__PROBLEM__. Nothing in the data may be altered; the answer is a verbatim copy of it.

Stored data:

== Segment start ==

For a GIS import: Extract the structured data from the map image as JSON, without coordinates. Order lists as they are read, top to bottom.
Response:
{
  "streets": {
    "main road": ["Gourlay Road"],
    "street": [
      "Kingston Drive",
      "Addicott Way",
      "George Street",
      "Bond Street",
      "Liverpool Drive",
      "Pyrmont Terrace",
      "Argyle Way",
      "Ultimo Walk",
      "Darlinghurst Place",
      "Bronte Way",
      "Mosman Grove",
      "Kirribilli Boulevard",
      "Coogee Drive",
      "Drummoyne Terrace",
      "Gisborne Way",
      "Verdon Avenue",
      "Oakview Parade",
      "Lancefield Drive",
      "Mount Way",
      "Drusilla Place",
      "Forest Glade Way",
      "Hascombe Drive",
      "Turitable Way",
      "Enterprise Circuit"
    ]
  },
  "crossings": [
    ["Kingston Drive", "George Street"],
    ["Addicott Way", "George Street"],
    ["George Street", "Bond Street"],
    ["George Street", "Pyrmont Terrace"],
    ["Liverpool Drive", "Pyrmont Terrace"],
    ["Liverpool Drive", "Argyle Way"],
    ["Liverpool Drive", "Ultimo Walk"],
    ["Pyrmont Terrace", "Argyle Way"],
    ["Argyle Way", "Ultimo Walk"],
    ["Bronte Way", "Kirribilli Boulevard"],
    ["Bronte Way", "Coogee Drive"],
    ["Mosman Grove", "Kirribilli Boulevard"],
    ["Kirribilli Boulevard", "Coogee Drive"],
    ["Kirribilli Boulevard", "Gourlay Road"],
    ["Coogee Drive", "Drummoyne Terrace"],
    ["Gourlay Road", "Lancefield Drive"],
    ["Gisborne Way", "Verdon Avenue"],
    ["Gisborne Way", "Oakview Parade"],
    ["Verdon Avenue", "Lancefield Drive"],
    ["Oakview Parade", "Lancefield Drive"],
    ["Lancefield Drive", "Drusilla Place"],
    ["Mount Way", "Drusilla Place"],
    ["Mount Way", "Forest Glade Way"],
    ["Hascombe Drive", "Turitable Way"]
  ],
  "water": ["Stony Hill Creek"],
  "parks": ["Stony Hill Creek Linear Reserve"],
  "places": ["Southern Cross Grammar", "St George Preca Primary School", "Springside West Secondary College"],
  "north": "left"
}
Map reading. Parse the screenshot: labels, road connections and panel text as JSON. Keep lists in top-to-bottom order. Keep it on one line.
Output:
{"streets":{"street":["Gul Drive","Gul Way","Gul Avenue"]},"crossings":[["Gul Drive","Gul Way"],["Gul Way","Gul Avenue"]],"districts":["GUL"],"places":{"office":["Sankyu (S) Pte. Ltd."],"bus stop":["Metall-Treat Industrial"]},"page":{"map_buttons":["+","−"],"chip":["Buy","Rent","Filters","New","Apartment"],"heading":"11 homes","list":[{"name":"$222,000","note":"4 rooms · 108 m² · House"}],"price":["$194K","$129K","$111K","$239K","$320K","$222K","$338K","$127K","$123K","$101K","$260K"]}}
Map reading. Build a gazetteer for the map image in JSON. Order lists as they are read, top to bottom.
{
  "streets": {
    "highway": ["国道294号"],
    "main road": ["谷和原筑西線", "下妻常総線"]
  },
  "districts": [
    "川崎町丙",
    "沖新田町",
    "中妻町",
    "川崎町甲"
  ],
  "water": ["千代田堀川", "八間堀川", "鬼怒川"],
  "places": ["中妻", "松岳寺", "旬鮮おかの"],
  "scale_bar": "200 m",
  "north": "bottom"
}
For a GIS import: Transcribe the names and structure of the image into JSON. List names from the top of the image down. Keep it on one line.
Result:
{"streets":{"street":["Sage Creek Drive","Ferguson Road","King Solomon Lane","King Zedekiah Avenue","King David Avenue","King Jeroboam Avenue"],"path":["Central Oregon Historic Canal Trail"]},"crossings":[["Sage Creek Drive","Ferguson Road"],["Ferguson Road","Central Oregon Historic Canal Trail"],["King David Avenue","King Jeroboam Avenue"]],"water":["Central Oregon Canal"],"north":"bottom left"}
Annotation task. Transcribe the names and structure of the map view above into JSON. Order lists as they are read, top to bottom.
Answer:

== Segment end ==

__RESULT OF THE TASK__.
For a GIS import: Extract the structured data from the map image as JSON, without coordinates. Order lists as they are read, top to bottom.
Response:
{
  "streets": {
    "main road": ["Gourlay Road"],
    "street": [
      "Kingston Drive",
      "Addicott Way",
      "George Street",
      "Bond Street",
      "Liverpool Drive",
      "Pyrmont Terrace",
      "Argyle Way",
      "Ultimo Walk",
      "Darlinghurst Place",
      "Bronte Way",
      "Mosman Grove",
      "Kirribilli Boulevard",
      "Coogee Drive",
      "Drummoyne Terrace",
      "Gisborne Way",
      "Verdon Avenue",
      "Oakview Parade",
      "Lancefield Drive",
      "Mount Way",
      "Drusilla Place",
      "Forest Glade Way",
      "Hascombe Drive",
      "Turitable Way",
      "Enterprise Circuit"
    ]
  },
  "crossings": [
    ["Kingston Drive", "George Street"],
    ["Addicott Way", "George Street"],
    ["George Street", "Bond Street"],
    ["George Street", "Pyrmont Terrace"],
    ["Liverpool Drive", "Pyrmont Terrace"],
    ["Liverpool Drive", "Argyle Way"],
    ["Liverpool Drive", "Ultimo Walk"],
    ["Pyrmont Terrace", "Argyle Way"],
    ["Argyle Way", "Ultimo Walk"],
    ["Bronte Way", "Kirribilli Boulevard"],
    ["Bronte Way", "Coogee Drive"],
    ["Mosman Grove", "Kirribilli Boulevard"],
    ["Kirribilli Boulevard", "Coogee Drive"],
    ["Kirribilli Boulevard", "Gourlay Road"],
    ["Coogee Drive", "Drummoyne Terrace"],
    ["Gourlay Road", "Lancefield Drive"],
    ["Gisborne Way", "Verdon Avenue"],
    ["Gisborne Way", "Oakview Parade"],
    ["Verdon Avenue", "Lancefield Drive"],
    ["Oakview Parade", "Lancefield Drive"],
    ["Lancefield Drive", "Drusilla Place"],
    ["Mount Way", "Drusilla Place"],
    ["Mount Way", "Forest Glade Way"],
    ["Hascombe Drive", "Turitable Way"]
  ],
  "water": ["Stony Hill Creek"],
  "parks": ["Stony Hill Creek Linear Reserve"],
  "places": ["Southern Cross Grammar", "St George Preca Primary School", "Springside West Secondary College"],
  "north": "left"
}
Map reading. Parse the screenshot: labels, road connections and panel text as JSON. Keep lists in top-to-bottom order. Keep it on one line.
Output:
{"streets":{"street":["Gul Drive","Gul Way","Gul Avenue"]},"crossings":[["Gul Drive","Gul Way"],["Gul Way","Gul Avenue"]],"districts":["GUL"],"places":{"office":["Sankyu (S) Pte. Ltd."],"bus stop":["Metall-Treat Industrial"]},"page":{"map_buttons":["+","−"],"chip":["Buy","Rent","Filters","New","Apartment"],"heading":"11 homes","list":[{"name":"$222,000","note":"4 rooms · 108 m² · House"}],"price":["$194K","$129K","$111K","$239K","$320K","$222K","$338K","$127K","$123K","$101K","$260K"]}}
Map reading. Build a gazetteer for the map image in JSON. Order lists as they are read, top to bottom.
{
  "streets": {
    "highway": ["国道294号"],
    "main road": ["谷和原筑西線", "下妻常総線"]
  },
  "districts": [
    "川崎町丙",
    "沖新田町",
    "中妻町",
    "川崎町甲"
  ],
  "water": ["千代田堀川", "八間堀川", "鬼怒川"],
  "places": ["中妻", "松岳寺", "旬鮮おかの"],
  "scale_bar": "200 m",
  "north": "bottom"
}
For a GIS import: Transcribe the names and structure of the image into JSON. List names from the top of the image down. Keep it on one line.
Result:
{"streets":{"street":["Sage Creek Drive","Ferguson Road","King Solomon Lane","King Zedekiah Avenue","King David Avenue","King Jeroboam Avenue"],"path":["Central Oregon Historic Canal Trail"]},"crossings":[["Sage Creek Drive","Ferguson Road"],["Ferguson Road","Central Oregon Historic Canal Trail"],["King David Avenue","King Jeroboam Avenue"]],"water":["Central Oregon Canal"],"north":"bottom left"}
Annotation task. Transcribe the names and structure of the map view above into JSON. Order lists as they are read, top to bottom.
Answer:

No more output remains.